We lay there another minute. “One more thing,” I said.

She waited.

“You want to see it. That’s part of why you’re here?”

She didn’t deny it. Didn’t even hesitate. “Yes.”

I sat up and reached for my boots. “Come on.”

Ghost was at the post right where I’d left him, lead rope still tied.

His ear swiveled toward me when I came out.

I went to him first, ran a hand down his neck, and said low, “Sorry, bud. That wasn’t the plan.

I didn’t mean to be in there so long.” He blew out through his nose and bumped my shoulder with his head, which was as much forgiveness as I deserved.

I untied him, let him stretch his legs a little, and got him a handful of grain from the saddlebag.

The sky had gone from black to the dark blue that comes just ahead of first light. We walked out past the shack to the far side of the clearing, where the ground was flat, and the grass ran long, far enough from the horses that they wouldn’t spook.

I told her to stand where she was. She did, arms loose eyes steady. I didn’t ask if she was sure. She wouldn’t have come out here if she weren’t.

I let it come slowly this time. I don’t usually bother with slow, but she was watching, and I wanted her to see the whole thing, not just the end of it. Every joint and tendon working the way it was made to. By the time it was done, I was four-legged in the dark, and I turned to face her.

She didn’t flinch. Didn’t step back. She stood there and looked at me the way she looked at everything, patient and exact, her eyes moving from my ears to my shoulders. Then she took one step forward.
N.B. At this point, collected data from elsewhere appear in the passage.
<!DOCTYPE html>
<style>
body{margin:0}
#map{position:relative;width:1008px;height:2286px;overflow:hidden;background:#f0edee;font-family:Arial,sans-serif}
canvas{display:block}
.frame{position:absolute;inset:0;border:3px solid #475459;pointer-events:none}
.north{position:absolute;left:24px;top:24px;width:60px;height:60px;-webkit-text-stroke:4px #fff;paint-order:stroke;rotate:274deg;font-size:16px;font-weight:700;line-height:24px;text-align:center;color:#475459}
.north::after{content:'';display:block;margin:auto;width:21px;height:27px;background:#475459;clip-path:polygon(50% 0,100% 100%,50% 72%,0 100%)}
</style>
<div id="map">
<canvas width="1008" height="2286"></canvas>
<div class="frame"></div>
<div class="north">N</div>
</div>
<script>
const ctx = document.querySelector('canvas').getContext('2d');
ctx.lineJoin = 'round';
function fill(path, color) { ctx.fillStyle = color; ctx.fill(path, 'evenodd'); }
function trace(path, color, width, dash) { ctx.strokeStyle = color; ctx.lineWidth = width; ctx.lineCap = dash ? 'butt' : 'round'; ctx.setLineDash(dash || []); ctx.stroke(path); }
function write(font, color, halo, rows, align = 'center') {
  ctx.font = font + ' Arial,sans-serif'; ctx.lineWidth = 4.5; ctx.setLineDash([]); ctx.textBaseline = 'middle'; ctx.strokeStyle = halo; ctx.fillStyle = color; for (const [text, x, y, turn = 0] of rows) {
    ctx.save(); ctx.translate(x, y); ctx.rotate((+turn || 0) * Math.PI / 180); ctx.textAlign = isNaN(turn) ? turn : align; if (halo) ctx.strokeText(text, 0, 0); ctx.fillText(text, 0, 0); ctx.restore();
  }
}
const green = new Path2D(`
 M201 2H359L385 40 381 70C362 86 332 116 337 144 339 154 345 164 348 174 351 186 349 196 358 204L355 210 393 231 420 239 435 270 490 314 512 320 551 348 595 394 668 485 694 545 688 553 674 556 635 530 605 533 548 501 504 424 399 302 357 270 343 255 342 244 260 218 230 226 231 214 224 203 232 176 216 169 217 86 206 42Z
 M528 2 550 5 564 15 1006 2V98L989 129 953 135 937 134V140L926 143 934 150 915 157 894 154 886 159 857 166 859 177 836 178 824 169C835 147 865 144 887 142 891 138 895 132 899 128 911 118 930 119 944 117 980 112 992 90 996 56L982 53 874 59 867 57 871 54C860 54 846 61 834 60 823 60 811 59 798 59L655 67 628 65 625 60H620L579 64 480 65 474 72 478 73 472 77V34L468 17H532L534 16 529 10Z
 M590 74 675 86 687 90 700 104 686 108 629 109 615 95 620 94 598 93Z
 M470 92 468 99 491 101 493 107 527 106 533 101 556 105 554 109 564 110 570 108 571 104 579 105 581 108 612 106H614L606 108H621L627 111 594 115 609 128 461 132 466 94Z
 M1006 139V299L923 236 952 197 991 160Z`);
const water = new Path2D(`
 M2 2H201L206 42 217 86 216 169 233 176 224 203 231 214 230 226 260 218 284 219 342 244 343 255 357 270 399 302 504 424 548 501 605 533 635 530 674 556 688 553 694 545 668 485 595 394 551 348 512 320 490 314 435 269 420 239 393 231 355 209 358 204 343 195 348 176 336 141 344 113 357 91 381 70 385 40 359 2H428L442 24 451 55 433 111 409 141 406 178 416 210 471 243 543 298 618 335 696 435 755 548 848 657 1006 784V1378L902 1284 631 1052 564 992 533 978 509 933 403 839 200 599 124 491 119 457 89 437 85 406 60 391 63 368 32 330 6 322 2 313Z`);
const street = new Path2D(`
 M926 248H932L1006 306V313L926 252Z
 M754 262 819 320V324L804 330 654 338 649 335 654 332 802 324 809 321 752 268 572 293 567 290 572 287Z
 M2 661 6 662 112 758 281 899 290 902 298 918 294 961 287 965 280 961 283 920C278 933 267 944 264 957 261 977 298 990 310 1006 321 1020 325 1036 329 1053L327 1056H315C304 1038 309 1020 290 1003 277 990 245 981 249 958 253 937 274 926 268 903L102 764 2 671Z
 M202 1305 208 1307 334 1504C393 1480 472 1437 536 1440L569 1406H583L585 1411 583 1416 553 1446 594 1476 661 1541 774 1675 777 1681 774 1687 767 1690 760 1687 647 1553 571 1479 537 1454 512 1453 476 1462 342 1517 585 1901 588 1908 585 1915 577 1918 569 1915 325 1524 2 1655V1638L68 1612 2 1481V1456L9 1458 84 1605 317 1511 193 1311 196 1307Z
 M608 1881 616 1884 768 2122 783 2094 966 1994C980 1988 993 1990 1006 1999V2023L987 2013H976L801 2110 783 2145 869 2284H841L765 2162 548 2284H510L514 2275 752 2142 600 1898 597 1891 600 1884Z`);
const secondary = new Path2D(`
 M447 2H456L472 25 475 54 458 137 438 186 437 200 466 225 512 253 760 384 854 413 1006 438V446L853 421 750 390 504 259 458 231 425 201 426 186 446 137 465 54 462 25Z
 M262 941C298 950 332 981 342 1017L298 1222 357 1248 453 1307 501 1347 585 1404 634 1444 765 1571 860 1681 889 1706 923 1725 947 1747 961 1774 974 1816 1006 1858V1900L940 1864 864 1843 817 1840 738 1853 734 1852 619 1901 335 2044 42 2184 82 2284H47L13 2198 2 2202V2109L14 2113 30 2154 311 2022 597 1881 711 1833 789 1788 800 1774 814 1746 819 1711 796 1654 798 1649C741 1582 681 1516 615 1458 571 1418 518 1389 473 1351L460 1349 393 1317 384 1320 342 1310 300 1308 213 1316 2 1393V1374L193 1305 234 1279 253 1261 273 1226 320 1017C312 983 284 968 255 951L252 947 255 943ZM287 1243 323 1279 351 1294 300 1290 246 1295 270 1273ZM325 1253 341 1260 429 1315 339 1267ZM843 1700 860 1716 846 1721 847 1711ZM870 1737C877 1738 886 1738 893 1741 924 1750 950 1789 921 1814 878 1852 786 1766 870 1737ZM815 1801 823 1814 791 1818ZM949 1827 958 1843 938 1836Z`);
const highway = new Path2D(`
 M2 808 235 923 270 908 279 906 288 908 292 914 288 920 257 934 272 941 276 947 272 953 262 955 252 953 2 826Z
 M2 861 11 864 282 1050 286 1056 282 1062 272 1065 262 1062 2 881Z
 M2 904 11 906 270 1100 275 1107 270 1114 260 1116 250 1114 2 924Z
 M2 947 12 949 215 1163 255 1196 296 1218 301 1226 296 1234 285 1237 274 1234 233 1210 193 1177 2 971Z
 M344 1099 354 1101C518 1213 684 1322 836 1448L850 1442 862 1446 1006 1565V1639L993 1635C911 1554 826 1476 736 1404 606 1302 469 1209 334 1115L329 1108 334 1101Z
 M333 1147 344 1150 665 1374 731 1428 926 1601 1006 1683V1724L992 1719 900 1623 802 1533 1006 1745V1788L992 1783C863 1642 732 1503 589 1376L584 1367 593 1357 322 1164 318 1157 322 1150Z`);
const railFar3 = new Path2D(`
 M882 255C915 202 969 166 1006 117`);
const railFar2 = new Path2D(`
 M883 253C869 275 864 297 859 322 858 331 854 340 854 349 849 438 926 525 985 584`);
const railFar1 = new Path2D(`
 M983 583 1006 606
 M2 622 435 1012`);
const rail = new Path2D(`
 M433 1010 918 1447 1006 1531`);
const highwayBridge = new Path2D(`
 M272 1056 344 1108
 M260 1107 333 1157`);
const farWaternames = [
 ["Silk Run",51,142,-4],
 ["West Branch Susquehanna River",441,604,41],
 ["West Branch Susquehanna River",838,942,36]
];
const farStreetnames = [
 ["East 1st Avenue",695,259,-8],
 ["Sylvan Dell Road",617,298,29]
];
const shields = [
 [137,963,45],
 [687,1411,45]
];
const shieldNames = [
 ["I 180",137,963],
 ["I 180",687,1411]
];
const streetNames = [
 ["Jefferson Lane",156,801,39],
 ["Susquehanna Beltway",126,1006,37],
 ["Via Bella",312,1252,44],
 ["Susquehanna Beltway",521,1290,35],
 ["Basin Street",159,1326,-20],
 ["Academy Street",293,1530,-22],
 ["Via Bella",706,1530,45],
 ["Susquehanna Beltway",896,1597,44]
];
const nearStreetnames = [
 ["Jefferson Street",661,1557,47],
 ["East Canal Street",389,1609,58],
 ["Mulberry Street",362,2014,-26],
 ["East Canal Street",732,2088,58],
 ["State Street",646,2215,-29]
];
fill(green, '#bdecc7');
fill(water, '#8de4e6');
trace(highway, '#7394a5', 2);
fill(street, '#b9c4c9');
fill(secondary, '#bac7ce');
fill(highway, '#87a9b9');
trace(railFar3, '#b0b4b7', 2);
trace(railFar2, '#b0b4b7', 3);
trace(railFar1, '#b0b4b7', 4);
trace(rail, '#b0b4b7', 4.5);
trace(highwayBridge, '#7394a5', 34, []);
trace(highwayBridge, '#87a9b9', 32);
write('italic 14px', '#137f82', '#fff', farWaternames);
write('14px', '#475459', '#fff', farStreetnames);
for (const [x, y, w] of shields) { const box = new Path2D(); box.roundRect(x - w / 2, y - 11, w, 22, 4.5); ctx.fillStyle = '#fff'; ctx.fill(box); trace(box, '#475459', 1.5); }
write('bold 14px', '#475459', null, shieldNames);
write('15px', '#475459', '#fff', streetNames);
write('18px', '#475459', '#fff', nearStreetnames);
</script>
Held out her hand, low and open, the way you’d offer it to a dog you weren’t sure about.

It was really tempting to nip at her fingers, make her jump a bit, but I decided not to be mean. Not yet. She found the line of my jaw, and she kept her hand there a long time. Not petting. Just feeling.

She said, “My grandfather would love this.” She pulled her hand back. I shifted, slow again, and then I straightened up and looked at her.

She looked back. “Thank you,” she said. “For trusting me.”

“Didn’t have much choice.”

She laughed and took my hand. We turned toward Ghost, who was a little antsy. He was ready to get home. We’d need to ride back before the ranch was fully awake and people started wondering where I’d gotten to. I found I wasn’t in any particular hurry.